You’re blowing my comments way out of proportion, nor did you read it carefully enough to know I prefaced my remarks by saying I wasn’t making it an attack piece. In addition, I commented positively on the data Monica supplied. I never said she, or any young person for that matter, had “no right” to comment on aging, just that I view their comments with a skeptical eye, because they haven’t experienced anything close to what I have. Their outlook tends to be focused on their own, current state-of-being and, because experience is the best teacher, they can’t possibly understand what people like me have to go through on a daily basis. You are correct about one thing: if Monica’s bodybuilding photo hadn’t appeared, I might have viewed the article in a more favorable light. My experience in observing competitive bodybuilding over the last 30 years led me to the conclusion that it’s one of the toughest sports to compete in and also the unhealthiest. Would an old and battered photo of someone make me believe them more? Maybe. At least I’d know they paid the same dues I did and have taken some steps I’m not aware of to mitigate the problems they experience. But, there again, you’ve taken something out of context and blew it up to something it isn’t and over-dramatized it, as well. However, I’m glad you shared your opinion with me and I’ll give your comments some thought.
Kent, please note that I have never competed in bodybuilding. Why? Because I am not willing to sacrifice my health for a medal!

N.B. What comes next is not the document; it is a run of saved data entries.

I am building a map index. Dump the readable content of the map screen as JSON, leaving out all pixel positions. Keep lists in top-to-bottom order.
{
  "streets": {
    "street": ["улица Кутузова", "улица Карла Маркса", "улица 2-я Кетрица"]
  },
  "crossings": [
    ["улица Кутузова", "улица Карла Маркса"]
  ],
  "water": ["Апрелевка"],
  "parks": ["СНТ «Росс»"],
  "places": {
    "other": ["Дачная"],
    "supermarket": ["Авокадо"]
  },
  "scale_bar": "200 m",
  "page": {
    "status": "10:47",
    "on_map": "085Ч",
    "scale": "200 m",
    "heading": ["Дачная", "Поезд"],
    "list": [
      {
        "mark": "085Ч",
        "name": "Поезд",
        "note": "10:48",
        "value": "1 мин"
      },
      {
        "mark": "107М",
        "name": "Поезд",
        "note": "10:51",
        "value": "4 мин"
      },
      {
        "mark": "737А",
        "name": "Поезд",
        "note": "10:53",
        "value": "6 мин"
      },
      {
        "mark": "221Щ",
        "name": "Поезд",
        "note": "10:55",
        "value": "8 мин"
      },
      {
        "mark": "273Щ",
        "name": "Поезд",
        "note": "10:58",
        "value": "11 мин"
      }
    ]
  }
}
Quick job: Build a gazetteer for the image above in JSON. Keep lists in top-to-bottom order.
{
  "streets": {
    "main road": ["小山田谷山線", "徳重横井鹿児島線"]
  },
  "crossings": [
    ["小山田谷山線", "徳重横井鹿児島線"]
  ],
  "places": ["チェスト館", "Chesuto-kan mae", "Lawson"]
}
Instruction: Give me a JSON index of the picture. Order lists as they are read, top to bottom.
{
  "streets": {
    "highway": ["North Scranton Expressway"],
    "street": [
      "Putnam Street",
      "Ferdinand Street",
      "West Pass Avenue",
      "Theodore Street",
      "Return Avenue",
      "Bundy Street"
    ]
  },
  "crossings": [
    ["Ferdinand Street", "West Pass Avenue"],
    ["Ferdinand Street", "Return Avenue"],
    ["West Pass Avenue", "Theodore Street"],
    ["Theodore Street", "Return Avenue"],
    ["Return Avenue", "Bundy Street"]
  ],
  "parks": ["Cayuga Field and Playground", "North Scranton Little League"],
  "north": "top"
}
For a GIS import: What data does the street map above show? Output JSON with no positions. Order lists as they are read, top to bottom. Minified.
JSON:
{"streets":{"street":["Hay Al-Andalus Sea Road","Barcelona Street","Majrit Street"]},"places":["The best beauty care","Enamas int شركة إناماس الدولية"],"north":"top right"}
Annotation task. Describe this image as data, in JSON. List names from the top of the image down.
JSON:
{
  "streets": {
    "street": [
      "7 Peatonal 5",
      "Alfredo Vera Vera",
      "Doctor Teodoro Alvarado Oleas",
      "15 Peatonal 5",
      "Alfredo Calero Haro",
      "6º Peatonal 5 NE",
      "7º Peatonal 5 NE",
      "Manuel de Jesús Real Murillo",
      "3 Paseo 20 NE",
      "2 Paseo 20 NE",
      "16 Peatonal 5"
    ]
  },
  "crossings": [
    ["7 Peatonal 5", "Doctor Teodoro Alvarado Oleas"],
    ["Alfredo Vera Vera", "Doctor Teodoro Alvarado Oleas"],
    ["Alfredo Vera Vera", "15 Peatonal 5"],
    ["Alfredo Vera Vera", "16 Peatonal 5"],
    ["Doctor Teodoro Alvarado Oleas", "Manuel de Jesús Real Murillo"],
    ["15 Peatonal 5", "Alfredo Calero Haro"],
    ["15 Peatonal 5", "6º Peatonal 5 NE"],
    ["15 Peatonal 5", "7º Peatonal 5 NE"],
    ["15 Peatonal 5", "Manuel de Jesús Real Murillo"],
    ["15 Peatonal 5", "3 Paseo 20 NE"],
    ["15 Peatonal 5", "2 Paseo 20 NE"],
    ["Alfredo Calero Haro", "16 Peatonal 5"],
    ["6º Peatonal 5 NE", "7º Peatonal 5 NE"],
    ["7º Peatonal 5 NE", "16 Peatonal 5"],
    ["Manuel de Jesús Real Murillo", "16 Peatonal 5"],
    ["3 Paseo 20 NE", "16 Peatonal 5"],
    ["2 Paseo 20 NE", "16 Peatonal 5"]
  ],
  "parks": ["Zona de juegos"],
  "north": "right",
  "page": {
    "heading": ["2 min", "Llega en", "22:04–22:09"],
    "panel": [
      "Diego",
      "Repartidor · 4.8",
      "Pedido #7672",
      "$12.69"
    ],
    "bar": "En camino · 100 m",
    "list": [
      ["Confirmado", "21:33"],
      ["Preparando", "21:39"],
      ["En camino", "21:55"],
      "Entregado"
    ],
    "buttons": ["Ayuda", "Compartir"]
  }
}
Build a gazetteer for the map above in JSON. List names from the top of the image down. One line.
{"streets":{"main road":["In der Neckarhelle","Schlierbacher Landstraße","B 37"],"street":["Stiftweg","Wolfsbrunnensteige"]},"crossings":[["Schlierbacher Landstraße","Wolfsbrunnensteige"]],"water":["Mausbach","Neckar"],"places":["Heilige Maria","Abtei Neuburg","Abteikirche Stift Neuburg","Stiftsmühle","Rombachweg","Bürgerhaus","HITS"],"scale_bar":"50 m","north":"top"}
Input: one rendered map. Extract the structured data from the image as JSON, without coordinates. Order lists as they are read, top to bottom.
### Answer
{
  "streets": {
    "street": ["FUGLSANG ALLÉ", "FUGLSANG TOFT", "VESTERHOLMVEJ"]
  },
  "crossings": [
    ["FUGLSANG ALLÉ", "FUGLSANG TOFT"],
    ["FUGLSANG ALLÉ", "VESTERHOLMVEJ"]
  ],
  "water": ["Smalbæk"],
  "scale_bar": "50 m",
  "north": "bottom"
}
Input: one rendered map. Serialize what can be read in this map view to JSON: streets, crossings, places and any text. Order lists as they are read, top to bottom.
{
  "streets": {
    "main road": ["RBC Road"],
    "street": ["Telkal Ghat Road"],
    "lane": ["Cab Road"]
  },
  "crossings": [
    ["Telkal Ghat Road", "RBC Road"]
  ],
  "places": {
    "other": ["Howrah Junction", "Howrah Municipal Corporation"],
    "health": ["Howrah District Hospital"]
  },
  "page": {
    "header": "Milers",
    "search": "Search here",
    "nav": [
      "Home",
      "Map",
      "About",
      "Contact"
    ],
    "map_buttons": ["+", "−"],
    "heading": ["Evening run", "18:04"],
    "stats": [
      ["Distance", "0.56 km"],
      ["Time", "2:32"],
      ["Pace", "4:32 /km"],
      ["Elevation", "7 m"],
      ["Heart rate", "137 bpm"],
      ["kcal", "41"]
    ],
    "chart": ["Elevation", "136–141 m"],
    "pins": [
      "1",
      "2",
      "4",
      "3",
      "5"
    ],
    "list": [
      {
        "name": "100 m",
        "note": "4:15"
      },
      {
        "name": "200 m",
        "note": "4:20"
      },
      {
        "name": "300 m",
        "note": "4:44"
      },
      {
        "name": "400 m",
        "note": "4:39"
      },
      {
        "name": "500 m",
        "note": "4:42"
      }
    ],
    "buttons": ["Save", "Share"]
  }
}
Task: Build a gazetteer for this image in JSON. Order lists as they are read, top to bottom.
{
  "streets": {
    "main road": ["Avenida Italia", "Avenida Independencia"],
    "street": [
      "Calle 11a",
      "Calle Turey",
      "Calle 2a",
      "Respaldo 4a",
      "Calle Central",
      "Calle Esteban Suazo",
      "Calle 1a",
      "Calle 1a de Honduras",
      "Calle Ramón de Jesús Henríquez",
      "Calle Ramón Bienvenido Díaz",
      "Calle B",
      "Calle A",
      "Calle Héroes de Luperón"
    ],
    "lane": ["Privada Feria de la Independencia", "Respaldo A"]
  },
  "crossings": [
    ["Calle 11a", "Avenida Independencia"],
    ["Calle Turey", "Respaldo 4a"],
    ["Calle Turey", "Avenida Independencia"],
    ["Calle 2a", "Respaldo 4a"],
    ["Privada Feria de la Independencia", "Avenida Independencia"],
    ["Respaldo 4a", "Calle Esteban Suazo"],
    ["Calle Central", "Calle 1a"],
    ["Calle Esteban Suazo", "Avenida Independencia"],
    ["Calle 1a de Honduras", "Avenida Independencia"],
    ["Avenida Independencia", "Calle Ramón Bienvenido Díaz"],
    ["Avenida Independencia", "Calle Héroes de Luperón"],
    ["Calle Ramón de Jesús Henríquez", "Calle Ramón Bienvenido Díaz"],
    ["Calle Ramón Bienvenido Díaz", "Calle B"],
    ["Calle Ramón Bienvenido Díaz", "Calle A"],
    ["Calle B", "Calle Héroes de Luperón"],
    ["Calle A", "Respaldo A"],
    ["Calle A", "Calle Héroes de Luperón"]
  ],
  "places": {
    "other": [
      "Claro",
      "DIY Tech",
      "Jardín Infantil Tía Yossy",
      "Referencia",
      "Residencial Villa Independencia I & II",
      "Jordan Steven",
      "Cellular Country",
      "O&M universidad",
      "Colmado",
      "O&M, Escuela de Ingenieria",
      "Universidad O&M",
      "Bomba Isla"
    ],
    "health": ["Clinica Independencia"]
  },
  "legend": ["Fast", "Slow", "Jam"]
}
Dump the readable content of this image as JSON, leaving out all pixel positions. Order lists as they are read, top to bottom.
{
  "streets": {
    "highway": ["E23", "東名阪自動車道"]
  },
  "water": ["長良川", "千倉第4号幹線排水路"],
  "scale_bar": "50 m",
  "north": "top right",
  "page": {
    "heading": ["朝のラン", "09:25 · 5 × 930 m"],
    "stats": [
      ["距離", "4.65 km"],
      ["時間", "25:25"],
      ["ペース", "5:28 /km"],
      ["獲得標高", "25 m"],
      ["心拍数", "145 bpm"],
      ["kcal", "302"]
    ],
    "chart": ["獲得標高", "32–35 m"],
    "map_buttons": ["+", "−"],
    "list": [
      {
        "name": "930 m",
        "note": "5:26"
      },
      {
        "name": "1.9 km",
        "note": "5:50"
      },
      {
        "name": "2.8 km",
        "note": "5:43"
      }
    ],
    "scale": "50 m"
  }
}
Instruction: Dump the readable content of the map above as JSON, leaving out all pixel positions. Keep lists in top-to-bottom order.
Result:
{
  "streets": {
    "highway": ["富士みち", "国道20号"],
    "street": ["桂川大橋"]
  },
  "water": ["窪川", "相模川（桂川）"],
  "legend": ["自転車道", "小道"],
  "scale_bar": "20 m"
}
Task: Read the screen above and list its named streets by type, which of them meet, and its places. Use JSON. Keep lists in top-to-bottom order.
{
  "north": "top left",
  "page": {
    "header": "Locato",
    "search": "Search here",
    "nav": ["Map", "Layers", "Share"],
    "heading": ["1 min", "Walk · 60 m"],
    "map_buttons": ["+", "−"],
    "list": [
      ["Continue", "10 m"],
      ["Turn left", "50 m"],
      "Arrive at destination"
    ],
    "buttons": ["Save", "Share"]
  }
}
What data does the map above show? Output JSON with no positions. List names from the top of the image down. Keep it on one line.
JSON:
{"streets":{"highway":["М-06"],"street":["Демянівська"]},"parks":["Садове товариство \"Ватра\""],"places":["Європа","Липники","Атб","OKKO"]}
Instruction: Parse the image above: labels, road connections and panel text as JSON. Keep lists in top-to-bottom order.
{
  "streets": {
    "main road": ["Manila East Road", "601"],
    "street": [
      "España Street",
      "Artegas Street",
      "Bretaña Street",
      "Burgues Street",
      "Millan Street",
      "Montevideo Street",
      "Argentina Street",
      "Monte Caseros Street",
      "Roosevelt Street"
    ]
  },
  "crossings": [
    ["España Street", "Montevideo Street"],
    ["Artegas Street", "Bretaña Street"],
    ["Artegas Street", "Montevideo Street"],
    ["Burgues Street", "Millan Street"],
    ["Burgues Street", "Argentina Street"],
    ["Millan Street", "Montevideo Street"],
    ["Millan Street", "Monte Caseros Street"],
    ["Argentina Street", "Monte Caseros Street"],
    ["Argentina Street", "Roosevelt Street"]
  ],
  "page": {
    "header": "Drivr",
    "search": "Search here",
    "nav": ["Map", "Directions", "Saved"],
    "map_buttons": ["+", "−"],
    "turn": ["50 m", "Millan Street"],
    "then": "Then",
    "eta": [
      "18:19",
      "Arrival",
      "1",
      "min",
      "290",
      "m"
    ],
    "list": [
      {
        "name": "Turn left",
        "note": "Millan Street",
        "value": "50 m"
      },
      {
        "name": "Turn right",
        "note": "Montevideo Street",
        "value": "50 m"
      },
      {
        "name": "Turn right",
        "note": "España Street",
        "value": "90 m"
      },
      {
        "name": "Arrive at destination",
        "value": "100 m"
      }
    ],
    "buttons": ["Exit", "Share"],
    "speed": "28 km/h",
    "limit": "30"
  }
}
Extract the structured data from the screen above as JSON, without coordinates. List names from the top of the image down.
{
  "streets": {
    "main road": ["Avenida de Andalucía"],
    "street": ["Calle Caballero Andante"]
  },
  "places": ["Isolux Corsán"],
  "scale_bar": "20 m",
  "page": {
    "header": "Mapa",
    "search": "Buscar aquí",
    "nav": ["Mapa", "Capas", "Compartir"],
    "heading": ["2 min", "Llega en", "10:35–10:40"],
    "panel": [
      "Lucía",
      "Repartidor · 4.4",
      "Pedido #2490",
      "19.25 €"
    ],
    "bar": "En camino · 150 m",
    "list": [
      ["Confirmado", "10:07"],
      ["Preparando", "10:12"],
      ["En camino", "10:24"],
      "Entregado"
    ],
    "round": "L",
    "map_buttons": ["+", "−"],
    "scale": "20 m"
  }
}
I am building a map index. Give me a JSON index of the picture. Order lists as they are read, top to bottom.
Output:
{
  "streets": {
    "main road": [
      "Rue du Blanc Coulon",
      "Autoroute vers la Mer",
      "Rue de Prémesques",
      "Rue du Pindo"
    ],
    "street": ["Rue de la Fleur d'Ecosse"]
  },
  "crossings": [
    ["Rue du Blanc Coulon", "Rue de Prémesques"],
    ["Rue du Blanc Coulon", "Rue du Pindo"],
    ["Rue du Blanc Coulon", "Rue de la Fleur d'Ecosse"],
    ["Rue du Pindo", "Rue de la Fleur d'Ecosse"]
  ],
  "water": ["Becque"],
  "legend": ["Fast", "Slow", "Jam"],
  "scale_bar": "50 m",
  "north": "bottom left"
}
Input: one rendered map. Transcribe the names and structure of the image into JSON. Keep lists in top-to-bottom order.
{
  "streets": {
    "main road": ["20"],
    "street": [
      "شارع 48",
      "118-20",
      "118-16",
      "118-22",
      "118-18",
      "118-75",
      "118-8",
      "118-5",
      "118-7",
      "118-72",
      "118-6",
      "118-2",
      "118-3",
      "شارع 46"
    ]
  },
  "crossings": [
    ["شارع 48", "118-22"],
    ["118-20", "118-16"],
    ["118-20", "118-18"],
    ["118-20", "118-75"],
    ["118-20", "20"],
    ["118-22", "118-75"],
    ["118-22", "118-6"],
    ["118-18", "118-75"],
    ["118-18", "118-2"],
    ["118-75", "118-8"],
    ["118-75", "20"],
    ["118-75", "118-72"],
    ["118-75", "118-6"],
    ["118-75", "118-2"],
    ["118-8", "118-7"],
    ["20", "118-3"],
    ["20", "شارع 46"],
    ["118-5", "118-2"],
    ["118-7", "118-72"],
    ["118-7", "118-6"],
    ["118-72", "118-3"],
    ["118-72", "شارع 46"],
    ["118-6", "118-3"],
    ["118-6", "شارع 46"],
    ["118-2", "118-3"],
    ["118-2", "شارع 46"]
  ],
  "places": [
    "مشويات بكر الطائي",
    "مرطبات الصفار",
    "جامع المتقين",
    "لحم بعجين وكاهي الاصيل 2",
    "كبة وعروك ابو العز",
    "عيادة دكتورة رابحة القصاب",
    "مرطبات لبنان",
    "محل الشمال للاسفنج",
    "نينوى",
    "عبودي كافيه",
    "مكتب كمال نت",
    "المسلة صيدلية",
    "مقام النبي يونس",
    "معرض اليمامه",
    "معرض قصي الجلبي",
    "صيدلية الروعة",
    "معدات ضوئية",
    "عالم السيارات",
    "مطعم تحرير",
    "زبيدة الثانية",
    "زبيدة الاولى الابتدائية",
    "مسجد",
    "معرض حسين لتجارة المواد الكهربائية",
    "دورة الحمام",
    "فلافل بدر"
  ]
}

I applaud you for that. You could win contests, for sure, but your health might suffer. I’m rethinking my positions and comments. The back-and-forth is healthy. If you’ve never used anabolics, as well, you have my respect. It looks as if I shot from-the-hip, originally, but your and others’ replies have been interesting. Apparently, I have grossly misjudged you. I send out my apology and a “thank you” for clearing up my misconceptions.
Sigh. It was difficult but I did in fact read every word (and every backhanded compliment to Monica).
And my reply to you was barely enough to “blow your comments out of proportion,” Kent. There’s just one person here who’s been overdramatizing:
“Their outlook tends to be focused on their own, current state-of-being and, because experience is the best teacher, they can’t possibly understand what people like me have to go through on a daily basis.”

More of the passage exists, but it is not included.